The nurse is inserting an indwelling urinary catheter for a male client. After inserting the catheter 6 inches (15.2 cm), the nurse notes a small amount of urine in the tubing. Which of the following actions should the nurse take next?
- A. Measure the urine output.
- B. Immediately inflate the balloon.
- C. Secure the catheter tubing to the client's leg.

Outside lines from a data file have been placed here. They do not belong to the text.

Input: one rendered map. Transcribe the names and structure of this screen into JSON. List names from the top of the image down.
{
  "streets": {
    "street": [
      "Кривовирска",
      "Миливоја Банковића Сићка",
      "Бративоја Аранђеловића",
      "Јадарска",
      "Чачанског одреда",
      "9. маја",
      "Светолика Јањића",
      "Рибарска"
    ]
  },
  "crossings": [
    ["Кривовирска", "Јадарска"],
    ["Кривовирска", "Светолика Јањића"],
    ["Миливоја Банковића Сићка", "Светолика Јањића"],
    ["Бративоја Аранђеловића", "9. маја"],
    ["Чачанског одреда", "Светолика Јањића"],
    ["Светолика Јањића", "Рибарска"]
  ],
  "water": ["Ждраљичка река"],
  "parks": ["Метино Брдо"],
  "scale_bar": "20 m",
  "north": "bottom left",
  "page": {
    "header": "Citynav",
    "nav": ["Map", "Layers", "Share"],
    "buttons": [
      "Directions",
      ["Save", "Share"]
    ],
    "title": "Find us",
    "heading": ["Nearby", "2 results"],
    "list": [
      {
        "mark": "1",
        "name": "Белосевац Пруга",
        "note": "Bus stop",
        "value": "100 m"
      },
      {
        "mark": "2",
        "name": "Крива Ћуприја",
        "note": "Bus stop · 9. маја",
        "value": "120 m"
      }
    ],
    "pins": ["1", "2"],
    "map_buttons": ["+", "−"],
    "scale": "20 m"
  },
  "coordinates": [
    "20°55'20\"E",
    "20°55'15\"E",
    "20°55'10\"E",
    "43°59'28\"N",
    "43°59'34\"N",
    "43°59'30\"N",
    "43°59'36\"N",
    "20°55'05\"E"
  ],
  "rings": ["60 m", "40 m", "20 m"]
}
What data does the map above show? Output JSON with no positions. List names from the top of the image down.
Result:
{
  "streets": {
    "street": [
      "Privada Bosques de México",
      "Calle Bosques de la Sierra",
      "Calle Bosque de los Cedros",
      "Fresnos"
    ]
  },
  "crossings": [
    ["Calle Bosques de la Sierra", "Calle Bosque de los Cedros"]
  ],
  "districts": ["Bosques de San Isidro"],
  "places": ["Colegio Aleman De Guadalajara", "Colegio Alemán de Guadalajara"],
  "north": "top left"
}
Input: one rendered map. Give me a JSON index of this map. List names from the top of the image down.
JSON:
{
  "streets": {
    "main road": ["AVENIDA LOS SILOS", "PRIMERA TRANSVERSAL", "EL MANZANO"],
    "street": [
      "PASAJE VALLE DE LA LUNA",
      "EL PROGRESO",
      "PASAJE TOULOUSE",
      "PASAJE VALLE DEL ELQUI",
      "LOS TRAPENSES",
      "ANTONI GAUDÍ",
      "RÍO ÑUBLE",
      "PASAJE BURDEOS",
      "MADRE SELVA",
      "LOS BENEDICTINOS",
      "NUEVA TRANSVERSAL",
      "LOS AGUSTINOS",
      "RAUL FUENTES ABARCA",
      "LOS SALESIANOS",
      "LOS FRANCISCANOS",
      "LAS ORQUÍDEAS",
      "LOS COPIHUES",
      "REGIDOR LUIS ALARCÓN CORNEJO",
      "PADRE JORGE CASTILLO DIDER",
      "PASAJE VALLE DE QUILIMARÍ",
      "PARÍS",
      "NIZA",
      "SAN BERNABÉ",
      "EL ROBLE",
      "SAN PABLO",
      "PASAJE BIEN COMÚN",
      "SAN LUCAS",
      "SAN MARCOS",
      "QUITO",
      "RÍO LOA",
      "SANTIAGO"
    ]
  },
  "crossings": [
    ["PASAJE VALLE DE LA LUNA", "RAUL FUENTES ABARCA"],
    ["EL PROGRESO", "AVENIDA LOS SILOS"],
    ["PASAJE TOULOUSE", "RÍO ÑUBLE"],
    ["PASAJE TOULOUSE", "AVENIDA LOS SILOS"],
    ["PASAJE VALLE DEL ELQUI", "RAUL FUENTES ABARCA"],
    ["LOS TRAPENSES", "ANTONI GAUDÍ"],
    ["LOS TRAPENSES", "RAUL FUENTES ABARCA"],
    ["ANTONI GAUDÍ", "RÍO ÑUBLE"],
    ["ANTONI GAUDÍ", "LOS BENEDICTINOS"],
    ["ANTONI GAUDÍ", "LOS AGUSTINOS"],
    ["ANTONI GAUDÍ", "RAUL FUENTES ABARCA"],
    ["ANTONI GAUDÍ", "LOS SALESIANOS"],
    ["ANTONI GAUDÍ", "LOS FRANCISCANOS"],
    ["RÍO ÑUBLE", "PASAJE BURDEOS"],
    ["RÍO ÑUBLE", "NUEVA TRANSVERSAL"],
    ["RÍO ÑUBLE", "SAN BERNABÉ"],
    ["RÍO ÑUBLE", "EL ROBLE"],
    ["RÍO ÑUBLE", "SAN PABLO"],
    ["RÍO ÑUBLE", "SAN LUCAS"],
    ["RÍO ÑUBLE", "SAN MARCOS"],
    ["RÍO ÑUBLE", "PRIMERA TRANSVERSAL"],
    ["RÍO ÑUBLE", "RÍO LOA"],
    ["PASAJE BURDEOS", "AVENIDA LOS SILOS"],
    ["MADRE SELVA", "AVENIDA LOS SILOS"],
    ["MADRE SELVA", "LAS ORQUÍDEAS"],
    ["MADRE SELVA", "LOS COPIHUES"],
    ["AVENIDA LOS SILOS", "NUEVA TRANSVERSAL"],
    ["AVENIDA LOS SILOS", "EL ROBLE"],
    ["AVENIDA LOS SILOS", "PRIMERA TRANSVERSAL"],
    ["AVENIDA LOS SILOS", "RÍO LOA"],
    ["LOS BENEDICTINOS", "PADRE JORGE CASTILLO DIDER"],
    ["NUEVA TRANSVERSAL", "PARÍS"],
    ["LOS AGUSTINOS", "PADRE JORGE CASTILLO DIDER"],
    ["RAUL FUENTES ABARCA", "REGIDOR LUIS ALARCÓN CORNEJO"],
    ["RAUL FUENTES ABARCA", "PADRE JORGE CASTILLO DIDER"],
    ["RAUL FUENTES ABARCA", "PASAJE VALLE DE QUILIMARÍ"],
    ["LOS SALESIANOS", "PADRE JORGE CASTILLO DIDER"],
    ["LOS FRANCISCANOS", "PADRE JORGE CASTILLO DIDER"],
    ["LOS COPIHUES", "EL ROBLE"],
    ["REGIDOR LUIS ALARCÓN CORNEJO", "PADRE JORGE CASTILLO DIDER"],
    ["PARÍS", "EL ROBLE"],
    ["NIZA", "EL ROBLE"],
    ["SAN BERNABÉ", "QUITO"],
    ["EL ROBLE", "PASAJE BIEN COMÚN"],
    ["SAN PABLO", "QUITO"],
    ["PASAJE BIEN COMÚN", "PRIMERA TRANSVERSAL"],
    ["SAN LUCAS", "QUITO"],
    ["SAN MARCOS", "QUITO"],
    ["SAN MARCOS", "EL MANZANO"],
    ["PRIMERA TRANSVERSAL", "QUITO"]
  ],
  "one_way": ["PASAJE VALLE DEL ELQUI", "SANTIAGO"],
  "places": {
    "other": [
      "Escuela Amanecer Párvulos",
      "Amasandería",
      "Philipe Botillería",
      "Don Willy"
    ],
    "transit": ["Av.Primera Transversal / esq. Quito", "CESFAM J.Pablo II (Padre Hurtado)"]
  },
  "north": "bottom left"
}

- D. Continue to advance the catheter to the bifurcation.
Correct Answer: D
Rationale: Advancing to the bifurcation (D) ensures proper placement in the bladder before inflating the balloon. Measuring output (A), inflating early (B), or securing (C) are premature.
Laboratory reference ranges
INR (Therapeutic – atrial fibrillation)
2.0-3.0
The nurse has reinforced teaching for a client with atrial fibrillation who is receiving warfarin. Which of the following statements by the client would indicate a correct understanding of the teaching? Select all that apply.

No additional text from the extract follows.